● What you need to do: Within these entries, which lines include the string "stream"? Copy each one.

● Data listing:
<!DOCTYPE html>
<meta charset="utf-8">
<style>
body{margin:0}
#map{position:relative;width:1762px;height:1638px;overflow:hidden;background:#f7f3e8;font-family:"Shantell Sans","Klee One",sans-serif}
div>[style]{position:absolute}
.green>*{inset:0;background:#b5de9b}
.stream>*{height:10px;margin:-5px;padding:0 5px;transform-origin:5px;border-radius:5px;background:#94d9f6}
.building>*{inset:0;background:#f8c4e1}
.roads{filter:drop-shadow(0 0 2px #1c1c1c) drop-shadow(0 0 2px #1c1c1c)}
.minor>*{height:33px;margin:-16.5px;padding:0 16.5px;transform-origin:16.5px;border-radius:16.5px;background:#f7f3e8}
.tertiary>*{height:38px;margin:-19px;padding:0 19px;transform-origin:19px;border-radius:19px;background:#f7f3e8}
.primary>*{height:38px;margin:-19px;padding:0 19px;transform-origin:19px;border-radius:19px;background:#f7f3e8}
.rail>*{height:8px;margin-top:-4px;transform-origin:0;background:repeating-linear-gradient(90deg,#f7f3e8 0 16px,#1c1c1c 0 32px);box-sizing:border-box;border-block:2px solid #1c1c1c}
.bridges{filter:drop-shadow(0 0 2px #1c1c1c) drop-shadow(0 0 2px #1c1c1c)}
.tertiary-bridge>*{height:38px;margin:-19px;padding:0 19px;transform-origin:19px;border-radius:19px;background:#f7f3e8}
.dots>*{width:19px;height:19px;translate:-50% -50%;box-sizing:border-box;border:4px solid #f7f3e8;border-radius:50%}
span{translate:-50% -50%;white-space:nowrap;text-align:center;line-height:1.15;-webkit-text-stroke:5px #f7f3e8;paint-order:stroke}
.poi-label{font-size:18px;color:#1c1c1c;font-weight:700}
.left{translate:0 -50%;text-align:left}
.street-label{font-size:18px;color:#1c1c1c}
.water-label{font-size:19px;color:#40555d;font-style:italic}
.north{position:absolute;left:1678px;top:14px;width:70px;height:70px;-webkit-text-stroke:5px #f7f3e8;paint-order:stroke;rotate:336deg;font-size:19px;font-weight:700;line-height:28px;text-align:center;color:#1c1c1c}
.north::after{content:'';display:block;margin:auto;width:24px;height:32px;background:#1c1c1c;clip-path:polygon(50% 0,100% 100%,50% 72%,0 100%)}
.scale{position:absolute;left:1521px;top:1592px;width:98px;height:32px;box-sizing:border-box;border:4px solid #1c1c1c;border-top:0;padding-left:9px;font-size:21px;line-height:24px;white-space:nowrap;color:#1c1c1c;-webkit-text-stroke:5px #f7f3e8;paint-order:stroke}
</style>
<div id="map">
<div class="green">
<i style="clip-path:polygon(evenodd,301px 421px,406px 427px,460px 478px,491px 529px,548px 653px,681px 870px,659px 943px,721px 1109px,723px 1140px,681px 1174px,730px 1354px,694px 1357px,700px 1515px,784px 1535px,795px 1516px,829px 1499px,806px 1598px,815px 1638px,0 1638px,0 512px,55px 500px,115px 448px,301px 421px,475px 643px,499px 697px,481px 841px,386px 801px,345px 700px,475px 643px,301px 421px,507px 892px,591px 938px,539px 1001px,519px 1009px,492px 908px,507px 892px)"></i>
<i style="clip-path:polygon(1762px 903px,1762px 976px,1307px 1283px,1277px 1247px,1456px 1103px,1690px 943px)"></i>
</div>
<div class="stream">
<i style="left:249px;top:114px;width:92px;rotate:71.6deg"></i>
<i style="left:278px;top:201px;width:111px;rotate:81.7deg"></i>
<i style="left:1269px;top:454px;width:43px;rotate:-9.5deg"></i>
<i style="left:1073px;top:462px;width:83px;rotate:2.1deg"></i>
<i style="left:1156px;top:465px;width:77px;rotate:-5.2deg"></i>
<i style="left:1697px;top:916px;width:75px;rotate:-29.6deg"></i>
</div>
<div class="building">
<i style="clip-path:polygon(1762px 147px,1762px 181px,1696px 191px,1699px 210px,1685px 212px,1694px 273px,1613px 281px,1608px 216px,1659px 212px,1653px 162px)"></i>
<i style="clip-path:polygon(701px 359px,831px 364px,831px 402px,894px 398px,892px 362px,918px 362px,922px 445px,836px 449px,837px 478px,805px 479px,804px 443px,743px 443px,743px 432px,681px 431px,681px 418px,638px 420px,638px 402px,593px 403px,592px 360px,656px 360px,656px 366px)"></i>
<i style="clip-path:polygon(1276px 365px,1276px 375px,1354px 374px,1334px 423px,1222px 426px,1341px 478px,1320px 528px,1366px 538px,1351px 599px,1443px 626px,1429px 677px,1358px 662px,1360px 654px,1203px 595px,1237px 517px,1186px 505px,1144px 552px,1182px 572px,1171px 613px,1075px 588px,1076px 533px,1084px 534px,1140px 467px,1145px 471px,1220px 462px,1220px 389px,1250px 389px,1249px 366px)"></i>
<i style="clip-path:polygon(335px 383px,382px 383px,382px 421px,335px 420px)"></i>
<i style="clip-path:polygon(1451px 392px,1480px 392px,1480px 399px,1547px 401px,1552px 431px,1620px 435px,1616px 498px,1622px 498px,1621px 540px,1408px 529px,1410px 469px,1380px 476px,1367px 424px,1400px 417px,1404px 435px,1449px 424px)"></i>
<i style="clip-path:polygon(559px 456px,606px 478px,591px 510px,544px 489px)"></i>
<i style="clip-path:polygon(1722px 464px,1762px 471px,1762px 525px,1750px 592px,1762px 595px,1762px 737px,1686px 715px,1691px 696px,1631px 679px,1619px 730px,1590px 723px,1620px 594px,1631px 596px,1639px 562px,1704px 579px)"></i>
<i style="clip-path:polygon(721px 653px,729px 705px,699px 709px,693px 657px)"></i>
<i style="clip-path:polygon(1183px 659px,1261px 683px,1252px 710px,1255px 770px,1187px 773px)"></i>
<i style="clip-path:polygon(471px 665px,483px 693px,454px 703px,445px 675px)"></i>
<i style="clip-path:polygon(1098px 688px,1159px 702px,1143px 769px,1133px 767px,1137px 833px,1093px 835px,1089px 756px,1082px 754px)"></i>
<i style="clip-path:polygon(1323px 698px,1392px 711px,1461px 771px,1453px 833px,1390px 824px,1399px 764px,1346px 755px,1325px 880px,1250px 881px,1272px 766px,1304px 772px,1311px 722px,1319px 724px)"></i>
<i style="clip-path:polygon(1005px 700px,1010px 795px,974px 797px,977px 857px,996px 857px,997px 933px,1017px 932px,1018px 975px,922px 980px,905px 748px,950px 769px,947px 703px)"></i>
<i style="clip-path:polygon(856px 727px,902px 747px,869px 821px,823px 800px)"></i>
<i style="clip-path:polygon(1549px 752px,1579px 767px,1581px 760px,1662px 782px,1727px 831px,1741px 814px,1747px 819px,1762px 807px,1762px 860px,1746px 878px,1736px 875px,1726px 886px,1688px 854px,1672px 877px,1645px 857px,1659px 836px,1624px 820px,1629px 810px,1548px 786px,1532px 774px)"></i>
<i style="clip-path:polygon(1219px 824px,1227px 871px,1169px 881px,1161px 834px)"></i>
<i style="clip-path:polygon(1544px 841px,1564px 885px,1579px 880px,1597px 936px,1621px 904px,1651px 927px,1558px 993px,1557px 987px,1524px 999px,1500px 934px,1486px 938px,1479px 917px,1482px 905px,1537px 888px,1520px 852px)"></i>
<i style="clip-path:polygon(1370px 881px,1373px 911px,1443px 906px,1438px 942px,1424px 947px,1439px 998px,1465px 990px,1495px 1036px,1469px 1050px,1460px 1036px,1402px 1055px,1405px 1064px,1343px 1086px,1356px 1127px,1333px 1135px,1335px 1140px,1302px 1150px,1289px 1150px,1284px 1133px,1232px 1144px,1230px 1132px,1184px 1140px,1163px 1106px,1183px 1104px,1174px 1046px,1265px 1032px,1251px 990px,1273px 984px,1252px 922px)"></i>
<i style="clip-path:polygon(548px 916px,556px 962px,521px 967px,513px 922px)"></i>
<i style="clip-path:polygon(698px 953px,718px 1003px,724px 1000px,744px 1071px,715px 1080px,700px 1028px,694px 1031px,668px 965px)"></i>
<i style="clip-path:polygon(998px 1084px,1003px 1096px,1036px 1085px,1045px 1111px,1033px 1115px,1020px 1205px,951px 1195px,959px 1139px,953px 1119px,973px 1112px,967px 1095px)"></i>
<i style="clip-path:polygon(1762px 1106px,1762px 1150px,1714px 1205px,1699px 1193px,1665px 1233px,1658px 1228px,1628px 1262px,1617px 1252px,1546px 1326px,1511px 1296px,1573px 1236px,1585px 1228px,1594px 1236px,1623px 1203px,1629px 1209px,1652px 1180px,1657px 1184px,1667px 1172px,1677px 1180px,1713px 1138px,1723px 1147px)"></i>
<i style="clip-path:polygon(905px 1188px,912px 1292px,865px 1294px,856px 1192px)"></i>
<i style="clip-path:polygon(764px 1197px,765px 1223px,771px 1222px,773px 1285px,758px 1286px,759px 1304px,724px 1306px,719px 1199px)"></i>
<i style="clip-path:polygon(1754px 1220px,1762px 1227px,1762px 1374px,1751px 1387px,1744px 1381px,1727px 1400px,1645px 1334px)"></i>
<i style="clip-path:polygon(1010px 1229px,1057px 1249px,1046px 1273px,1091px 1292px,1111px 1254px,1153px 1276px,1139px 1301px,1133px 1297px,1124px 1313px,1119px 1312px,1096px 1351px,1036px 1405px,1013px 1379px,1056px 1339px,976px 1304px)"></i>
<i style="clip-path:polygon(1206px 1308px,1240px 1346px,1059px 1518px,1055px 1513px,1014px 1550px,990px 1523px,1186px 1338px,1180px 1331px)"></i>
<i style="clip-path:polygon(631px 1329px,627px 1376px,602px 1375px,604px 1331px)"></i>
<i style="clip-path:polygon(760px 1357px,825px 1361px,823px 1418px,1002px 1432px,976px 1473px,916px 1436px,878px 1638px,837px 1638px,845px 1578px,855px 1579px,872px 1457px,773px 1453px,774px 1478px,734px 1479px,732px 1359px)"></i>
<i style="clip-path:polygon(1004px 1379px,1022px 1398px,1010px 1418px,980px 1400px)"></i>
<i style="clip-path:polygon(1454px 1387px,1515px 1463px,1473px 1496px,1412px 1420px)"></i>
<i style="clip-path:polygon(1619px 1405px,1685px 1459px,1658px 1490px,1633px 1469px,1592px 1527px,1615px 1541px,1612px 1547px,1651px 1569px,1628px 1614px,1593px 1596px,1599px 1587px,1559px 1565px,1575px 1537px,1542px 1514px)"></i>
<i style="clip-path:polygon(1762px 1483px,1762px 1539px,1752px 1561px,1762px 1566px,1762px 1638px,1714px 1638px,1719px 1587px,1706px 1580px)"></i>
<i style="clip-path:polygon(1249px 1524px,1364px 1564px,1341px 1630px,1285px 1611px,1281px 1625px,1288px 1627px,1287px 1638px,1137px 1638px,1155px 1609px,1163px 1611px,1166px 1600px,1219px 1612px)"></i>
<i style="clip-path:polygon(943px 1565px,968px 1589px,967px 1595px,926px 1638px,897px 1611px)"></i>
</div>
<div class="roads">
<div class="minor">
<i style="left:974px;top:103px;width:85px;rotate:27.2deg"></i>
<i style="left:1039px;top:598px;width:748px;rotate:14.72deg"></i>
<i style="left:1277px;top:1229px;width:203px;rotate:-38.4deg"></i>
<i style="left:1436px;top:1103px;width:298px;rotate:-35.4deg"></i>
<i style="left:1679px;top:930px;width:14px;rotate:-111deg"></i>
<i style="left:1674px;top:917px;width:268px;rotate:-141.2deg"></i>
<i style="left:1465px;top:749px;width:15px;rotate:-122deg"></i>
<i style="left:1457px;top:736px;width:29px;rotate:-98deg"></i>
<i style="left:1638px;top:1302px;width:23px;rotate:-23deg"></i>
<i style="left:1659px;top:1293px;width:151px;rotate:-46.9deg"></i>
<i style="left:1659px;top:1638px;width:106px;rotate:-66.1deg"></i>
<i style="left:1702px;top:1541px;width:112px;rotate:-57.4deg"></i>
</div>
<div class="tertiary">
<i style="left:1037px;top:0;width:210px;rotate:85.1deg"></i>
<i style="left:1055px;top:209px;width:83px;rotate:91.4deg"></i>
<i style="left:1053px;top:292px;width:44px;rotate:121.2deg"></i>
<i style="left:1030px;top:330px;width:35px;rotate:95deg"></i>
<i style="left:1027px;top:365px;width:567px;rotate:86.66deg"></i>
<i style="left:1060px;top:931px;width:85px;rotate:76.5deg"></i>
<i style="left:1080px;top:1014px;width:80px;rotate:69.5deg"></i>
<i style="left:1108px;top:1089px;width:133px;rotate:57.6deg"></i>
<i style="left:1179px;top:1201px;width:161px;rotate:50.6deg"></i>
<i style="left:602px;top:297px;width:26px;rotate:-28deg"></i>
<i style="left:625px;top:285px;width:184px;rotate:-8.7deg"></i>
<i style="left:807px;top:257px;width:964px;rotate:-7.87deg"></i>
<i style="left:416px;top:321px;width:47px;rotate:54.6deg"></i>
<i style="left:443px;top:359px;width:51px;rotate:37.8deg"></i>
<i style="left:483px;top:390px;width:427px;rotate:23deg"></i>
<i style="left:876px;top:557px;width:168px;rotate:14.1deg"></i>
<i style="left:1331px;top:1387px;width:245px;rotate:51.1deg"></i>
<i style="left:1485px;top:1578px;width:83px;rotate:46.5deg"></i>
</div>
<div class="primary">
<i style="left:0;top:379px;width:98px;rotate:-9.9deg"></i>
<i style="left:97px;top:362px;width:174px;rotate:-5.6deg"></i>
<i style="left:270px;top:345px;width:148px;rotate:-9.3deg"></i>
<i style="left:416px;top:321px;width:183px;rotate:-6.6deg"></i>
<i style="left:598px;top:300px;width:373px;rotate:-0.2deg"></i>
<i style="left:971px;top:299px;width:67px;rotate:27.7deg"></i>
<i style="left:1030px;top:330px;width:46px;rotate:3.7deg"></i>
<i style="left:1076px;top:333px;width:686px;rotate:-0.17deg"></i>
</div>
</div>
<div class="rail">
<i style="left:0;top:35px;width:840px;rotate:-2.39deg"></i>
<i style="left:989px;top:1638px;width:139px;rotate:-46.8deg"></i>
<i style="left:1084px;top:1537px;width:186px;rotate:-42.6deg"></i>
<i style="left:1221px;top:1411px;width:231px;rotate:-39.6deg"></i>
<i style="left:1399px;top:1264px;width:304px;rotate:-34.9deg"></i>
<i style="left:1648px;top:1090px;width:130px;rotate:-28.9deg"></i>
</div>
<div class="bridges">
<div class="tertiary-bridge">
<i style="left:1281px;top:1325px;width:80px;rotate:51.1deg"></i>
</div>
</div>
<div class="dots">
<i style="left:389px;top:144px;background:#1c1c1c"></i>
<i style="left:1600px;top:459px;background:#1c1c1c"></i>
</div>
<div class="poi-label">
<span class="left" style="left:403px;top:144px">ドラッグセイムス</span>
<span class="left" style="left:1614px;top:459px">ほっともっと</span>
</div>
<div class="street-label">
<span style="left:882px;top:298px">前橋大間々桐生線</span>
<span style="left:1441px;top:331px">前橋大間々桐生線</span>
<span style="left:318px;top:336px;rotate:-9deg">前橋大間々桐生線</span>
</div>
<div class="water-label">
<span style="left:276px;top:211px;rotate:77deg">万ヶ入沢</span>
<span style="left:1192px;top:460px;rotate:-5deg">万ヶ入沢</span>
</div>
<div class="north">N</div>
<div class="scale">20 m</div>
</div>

● Task output:
.stream>*{height:10px;margin:-5px;padding:0 5px;transform-origin:5px;border-radius:5px;background:#94d9f6}
<div class="stream">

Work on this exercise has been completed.